I wrote this past weekend about recent moves by IU Health and other local hospitals to offer bundled prices on joint replacements. There are similar efforts under way across the country, mainly focused on orthopedic and cardiac surgeries.

But not until health insurance plans—both governmental and private—give much greater freedom to doctors and hospitals to “repackage and reprice” their services—like companies from Applebee’s to Apple do all the time—will health care costs have a chance to come down, argues health economist John Goodman.

“Everyone on the provider side should be encouraged to make Medicare a better offer,” Goodman wrote in 2011 when Medicare launched its bundled payment program for heart and joint surgeries. “Medicare should accept these offers provided that (1) the total cost to government does not increase, (2) patient quality of care does not decrease and (3) the provider proposes a reasonable method of assuring that (1) and (2) have been satisfied.”
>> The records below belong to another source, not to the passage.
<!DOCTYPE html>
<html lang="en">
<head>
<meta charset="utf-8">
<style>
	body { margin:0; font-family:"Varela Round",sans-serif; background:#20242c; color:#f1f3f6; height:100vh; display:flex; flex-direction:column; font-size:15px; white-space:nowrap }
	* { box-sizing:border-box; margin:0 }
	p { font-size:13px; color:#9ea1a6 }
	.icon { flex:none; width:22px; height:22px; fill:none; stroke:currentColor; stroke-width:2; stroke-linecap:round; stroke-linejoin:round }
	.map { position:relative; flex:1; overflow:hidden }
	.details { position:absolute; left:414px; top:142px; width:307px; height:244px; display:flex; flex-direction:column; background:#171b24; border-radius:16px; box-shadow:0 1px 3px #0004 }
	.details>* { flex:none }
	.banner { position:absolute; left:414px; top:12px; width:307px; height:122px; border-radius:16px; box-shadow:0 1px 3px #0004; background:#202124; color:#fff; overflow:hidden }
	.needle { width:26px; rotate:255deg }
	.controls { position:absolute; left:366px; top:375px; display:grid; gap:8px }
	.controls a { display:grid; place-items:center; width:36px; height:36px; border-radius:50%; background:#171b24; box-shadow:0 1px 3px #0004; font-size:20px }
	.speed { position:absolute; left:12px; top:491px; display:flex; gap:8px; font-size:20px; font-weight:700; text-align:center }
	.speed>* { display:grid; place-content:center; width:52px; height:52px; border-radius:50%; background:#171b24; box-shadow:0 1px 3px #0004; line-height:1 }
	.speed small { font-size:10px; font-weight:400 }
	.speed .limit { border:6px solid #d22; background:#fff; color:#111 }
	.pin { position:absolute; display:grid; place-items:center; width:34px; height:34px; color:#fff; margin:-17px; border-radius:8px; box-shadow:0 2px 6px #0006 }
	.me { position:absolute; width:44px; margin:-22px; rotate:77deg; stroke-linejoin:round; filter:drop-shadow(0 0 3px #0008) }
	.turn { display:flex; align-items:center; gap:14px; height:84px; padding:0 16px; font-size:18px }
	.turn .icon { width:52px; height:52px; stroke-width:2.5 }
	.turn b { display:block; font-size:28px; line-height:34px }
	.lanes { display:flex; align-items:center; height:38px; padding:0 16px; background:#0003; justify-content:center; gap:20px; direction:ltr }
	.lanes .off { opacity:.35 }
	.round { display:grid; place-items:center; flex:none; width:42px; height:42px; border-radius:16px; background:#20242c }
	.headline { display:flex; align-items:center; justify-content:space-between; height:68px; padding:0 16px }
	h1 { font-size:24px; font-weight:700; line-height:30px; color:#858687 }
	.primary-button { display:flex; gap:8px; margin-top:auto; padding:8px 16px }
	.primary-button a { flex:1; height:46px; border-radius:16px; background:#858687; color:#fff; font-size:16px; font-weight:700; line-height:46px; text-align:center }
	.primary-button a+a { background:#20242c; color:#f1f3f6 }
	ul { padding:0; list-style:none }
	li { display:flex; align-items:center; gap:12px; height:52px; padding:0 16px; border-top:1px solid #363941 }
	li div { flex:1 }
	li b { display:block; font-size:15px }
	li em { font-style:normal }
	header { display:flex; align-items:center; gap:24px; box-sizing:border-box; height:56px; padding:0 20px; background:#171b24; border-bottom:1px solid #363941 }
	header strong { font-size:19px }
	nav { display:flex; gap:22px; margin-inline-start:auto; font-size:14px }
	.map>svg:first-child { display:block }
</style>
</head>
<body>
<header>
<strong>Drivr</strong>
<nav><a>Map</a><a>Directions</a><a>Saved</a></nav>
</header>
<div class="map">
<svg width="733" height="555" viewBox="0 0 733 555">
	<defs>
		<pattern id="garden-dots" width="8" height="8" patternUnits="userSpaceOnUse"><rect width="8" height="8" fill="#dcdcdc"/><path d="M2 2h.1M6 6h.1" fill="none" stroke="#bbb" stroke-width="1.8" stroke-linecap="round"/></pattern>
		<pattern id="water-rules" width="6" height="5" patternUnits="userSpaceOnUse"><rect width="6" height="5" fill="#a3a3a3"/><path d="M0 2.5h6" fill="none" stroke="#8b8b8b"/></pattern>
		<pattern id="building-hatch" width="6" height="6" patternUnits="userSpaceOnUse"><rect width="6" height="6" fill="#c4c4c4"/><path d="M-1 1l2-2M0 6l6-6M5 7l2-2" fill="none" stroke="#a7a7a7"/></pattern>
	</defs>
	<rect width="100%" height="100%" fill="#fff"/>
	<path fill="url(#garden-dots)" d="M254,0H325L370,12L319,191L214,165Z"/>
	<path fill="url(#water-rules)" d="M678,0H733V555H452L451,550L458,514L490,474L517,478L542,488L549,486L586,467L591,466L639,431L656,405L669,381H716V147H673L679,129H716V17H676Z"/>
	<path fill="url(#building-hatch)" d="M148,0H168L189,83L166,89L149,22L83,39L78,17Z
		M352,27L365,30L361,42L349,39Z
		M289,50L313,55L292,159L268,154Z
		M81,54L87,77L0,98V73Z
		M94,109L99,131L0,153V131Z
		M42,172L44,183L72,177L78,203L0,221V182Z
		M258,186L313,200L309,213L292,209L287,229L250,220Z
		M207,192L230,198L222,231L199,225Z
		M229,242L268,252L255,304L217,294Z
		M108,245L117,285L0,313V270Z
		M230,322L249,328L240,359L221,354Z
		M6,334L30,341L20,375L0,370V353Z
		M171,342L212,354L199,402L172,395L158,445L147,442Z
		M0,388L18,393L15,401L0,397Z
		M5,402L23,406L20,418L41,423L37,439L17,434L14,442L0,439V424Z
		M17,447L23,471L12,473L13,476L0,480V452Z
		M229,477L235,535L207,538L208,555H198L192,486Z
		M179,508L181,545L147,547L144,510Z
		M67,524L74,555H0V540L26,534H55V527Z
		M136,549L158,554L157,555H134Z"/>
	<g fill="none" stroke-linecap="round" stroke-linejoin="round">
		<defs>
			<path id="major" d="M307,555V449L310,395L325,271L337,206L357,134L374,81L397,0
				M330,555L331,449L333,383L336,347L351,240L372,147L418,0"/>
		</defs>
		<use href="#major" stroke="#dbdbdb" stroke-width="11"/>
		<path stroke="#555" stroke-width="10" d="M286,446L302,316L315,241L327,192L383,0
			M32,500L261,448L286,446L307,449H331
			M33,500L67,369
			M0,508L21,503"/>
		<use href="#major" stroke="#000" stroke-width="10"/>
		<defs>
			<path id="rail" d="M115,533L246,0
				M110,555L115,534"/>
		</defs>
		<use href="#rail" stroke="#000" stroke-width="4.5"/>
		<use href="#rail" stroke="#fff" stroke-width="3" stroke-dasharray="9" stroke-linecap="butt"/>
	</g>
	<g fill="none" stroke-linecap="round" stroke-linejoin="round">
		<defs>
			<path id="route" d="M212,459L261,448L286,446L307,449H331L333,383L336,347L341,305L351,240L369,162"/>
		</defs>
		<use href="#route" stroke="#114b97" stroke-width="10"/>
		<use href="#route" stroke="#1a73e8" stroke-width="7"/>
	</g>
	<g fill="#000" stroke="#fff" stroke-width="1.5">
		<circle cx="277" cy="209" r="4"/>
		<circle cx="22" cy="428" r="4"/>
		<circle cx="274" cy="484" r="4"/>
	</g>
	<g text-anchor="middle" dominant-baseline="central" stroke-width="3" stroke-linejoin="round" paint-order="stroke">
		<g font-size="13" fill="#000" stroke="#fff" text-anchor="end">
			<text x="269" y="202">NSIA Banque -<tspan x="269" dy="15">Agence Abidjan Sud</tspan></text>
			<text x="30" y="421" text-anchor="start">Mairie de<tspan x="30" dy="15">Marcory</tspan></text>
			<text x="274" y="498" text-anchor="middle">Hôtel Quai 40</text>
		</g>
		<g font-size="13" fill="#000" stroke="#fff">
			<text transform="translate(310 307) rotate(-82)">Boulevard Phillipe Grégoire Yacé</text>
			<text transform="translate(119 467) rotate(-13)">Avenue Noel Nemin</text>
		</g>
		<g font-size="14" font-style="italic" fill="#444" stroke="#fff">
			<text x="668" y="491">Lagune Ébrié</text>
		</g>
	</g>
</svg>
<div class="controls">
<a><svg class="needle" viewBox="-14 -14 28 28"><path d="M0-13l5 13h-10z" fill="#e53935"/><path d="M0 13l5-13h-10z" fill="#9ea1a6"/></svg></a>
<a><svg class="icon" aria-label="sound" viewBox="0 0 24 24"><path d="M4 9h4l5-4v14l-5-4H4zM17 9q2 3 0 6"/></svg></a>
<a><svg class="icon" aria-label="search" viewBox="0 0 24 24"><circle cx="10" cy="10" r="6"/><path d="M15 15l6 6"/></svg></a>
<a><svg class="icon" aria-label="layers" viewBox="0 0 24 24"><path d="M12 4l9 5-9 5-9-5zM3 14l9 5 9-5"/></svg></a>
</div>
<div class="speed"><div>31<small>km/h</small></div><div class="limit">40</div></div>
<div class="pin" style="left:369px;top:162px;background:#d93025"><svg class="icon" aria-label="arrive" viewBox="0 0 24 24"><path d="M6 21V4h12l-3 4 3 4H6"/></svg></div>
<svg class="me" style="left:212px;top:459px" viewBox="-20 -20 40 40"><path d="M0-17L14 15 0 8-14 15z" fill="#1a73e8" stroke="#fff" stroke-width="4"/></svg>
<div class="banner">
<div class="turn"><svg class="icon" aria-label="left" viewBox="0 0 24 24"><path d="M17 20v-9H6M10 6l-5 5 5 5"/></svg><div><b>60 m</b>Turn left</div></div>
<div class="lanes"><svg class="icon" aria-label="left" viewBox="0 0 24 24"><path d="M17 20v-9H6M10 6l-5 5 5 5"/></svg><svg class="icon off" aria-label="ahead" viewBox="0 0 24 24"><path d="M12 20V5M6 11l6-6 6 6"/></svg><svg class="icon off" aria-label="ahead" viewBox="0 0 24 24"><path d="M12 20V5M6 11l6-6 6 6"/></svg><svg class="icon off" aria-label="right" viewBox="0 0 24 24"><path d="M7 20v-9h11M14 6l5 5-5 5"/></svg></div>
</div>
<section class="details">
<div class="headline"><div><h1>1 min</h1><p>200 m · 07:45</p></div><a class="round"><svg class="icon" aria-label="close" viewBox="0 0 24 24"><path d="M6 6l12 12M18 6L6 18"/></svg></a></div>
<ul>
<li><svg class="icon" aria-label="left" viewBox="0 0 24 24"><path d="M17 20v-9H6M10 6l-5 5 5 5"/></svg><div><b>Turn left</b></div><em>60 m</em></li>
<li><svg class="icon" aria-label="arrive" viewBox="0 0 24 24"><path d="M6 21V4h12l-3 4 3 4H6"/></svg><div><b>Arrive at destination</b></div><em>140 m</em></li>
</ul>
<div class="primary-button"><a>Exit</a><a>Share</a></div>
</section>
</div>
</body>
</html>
Goodman thinks Medicare’s program comes up short because it prescribes the bundle of services that can be provided. Others disagree, arguing that the Medicare experiments are a first step that will lead to major savings.

Goodman offers several examples of the kind of package deals that have been successful—and ought to be replicated.

Geisinger Health System in Pennsylvania offers a bundle that includes heart surgery AND a 90-day guarantee of the outcome. But Medicare and private health insurers rules don’t pay for 90-day guarantees, so Geisinger’s guarantee is rare.

Or the pharmacists in North Carolina that dispense diabetes medicines AND provide primary care counseling to help patients adhere to the medicines and change their lifestyles. But Medicare and private health insurers don't pay pharmacists to provide this counseling, so most do not.

Or Dr. Jeffrey Brenner, the now-famous doctor in New Jersey who has saved Medicare billions of dollars by providing primary care AND social worker services that prevent hugely expensive hospitalizations. But Medicare and private health insurers don't pay doctors for acting as social workers, so most do not.

Medicare, and private insurers, are starting to encourage doctors and hospitals to hire social workers, partner with pharmacists and focus more on outcomes by the creation of accountable care organizations. These ACOs get to share in the savings created by these additional services.

But most hospital executives aren’t eager to form ACOs. And nearly half of ACOs haven’t been able to achieve savings.

If those trends continue, there could be a substantial chunk of the health care system that chugs along using the same old, fee-for-service payment system—which nearly everyone blames for the ever-growing health care spending in our country.

Until doctors and hospitals make a whole lot more headway—or, perhaps, more accurately, are allowed to make more headway—in offering package deals, it’s hard to foresee major progress on containing out-of-control health care costs.